Items listed in a dataset
-- -- --
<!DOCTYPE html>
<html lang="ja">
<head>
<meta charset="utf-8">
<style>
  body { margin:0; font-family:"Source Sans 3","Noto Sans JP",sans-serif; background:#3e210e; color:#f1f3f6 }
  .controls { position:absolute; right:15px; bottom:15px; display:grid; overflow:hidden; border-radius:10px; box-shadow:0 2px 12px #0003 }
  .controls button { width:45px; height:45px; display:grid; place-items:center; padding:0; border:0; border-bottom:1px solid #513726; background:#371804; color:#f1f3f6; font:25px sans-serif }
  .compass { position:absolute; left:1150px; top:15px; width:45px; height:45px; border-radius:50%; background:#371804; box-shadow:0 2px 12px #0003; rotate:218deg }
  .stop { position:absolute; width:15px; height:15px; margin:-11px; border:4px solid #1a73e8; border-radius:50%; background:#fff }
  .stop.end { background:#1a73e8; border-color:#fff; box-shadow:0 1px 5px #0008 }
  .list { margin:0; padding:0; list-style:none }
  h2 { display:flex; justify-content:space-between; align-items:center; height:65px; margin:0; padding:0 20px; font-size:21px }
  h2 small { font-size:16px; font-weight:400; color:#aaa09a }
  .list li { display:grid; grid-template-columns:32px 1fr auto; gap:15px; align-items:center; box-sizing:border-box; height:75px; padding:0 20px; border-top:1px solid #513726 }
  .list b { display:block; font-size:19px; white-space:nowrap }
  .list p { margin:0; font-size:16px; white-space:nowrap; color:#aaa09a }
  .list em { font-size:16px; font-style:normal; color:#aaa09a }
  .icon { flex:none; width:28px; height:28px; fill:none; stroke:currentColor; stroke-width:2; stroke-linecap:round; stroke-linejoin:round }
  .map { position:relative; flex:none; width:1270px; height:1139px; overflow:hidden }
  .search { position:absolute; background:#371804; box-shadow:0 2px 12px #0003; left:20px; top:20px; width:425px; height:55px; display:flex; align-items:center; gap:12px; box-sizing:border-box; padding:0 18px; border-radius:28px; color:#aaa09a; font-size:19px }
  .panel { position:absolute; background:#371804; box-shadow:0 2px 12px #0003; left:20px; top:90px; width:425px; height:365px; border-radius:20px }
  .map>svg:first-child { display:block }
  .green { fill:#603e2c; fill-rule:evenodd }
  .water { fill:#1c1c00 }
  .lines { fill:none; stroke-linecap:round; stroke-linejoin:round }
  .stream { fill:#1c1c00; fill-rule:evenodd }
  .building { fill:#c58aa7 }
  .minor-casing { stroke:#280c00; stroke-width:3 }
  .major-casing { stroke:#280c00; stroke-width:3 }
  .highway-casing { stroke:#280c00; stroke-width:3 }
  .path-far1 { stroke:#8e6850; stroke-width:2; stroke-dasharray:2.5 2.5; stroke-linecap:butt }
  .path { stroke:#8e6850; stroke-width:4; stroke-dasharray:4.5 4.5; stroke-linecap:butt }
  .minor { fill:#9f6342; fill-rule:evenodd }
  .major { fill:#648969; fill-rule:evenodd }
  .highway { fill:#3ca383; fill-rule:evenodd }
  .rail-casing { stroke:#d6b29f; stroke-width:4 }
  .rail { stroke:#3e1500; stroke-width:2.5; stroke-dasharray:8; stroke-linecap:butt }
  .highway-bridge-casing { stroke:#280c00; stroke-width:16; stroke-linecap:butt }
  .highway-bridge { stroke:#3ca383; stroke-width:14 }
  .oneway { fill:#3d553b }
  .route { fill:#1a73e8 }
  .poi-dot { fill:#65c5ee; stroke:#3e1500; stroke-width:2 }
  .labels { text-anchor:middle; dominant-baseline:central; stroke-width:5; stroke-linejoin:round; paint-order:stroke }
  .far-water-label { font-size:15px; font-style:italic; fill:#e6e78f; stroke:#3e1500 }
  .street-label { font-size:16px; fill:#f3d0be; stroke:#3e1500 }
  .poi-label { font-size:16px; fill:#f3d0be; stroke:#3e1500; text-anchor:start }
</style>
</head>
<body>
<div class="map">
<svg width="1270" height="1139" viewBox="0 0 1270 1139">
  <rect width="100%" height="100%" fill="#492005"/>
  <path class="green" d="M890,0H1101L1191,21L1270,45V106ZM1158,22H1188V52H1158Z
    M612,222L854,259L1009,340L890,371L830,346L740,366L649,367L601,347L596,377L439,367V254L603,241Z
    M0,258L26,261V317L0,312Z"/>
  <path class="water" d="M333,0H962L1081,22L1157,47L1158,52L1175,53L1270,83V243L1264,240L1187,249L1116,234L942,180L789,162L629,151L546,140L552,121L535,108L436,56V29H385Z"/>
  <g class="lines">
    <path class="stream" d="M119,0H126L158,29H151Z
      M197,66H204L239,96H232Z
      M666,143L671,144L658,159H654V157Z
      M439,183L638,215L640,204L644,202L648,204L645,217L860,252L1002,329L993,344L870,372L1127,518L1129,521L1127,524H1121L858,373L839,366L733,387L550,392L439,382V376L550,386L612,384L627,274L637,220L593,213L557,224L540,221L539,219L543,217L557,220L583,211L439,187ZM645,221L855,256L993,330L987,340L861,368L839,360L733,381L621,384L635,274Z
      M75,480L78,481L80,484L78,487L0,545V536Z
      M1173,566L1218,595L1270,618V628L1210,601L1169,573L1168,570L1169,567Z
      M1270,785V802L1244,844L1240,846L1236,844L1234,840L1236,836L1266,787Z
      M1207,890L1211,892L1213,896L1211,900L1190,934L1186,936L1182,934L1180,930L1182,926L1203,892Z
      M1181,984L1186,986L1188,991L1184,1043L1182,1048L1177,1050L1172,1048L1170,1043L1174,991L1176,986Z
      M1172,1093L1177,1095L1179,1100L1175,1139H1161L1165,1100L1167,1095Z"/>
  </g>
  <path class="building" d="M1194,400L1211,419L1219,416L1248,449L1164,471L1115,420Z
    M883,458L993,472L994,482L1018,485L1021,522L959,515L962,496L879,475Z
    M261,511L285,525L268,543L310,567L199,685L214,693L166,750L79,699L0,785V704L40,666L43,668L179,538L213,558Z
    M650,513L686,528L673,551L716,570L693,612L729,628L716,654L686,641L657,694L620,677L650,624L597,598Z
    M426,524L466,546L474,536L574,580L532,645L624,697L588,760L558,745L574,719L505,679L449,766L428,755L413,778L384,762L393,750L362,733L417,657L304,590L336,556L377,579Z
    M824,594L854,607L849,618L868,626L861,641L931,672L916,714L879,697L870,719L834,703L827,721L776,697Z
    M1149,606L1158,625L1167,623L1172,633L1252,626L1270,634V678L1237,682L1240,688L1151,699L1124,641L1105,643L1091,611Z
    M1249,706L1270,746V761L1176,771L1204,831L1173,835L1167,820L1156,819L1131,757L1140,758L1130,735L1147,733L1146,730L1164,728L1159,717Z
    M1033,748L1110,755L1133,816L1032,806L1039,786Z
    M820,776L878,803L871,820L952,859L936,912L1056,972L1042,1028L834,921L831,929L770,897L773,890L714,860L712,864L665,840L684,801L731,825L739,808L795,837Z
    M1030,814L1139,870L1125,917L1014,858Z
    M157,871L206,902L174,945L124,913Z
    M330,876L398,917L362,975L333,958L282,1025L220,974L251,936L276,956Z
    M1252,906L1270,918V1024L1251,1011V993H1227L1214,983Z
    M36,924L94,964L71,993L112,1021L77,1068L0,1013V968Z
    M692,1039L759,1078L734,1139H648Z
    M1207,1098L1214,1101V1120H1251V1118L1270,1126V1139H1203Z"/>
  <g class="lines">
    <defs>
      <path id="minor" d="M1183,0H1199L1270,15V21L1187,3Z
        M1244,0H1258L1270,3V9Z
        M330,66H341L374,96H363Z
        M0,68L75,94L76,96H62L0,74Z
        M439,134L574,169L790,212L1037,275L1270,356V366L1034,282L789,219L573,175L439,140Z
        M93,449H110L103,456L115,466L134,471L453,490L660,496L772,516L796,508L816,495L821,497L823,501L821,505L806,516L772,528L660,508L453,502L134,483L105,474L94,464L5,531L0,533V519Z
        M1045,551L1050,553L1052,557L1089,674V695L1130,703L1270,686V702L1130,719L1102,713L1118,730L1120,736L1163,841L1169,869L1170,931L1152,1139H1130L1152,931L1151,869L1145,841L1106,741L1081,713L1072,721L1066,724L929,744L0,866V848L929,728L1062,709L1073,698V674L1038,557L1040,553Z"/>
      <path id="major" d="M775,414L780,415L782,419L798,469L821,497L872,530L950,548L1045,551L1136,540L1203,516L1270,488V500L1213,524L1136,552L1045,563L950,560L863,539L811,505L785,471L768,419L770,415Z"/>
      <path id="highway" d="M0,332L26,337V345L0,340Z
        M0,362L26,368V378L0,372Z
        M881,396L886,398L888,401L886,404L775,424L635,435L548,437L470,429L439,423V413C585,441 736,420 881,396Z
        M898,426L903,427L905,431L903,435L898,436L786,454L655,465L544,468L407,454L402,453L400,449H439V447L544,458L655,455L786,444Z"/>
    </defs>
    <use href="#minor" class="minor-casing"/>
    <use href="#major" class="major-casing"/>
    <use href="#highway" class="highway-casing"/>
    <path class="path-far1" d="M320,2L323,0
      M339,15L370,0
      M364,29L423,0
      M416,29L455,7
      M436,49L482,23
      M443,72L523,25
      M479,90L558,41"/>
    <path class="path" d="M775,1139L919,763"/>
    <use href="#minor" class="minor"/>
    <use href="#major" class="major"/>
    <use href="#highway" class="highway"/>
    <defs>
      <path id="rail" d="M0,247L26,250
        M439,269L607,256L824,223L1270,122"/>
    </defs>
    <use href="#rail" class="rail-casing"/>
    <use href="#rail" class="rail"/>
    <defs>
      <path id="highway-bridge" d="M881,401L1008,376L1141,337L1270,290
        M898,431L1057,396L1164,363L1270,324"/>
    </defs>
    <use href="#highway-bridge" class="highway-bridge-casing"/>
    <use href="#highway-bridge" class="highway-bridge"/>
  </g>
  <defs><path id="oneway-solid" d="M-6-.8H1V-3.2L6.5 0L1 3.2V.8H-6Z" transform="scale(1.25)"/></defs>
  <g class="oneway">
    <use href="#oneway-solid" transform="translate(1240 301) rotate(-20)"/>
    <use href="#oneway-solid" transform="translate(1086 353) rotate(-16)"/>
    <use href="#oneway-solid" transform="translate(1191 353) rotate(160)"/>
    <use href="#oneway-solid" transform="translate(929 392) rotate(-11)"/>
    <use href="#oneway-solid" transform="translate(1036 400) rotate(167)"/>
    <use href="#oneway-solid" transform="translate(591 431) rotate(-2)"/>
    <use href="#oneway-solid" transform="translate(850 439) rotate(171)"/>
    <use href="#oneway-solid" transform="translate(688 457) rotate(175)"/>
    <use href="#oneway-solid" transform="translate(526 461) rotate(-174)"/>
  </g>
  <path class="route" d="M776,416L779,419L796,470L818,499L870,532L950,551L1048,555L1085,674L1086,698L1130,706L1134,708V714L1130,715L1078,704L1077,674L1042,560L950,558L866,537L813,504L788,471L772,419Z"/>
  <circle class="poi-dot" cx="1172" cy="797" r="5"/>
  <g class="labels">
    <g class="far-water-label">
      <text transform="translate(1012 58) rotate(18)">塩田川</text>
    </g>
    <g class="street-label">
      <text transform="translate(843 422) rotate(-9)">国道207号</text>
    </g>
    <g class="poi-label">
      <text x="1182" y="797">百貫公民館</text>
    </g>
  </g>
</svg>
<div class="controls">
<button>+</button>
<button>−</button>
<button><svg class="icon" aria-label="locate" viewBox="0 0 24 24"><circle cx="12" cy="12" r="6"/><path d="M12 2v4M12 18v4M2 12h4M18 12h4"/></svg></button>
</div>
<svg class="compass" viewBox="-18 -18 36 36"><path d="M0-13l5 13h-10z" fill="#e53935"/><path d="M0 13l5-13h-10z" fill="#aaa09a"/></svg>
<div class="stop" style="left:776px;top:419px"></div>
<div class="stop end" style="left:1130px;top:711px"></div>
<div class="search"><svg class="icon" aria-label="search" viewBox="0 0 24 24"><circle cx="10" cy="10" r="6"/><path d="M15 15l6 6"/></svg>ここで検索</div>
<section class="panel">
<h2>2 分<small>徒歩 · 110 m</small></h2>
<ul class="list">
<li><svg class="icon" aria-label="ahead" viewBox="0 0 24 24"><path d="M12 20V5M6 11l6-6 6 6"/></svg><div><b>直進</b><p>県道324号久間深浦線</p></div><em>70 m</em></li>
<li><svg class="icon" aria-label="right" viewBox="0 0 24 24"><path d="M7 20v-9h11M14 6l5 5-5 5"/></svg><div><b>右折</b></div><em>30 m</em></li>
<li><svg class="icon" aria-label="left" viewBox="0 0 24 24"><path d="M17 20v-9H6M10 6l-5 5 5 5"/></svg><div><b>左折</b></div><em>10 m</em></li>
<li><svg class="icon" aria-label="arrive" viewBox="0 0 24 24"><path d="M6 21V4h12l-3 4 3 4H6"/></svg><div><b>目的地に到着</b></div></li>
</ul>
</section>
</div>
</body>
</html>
-- -- --
* [Try it]: Repeat word for word every line from the start of the entries to the line holding "width:45px; height:45px; display:grid;", inclusive, and nothing else.

* [Written response]:
<!DOCTYPE html>
<html lang="ja">
<head>
<meta charset="utf-8">
<style>
  body { margin:0; font-family:"Source Sans 3","Noto Sans JP",sans-serif; background:#3e210e; color:#f1f3f6 }
  .controls { position:absolute; right:15px; bottom:15px; display:grid; overflow:hidden; border-radius:10px; box-shadow:0 2px 12px #0003 }
  .controls button { width:45px; height:45px; display:grid; place-items:center; padding:0; border:0; border-bottom:1px solid #513726; background:#371804; color:#f1f3f6; font:25px sans-serif }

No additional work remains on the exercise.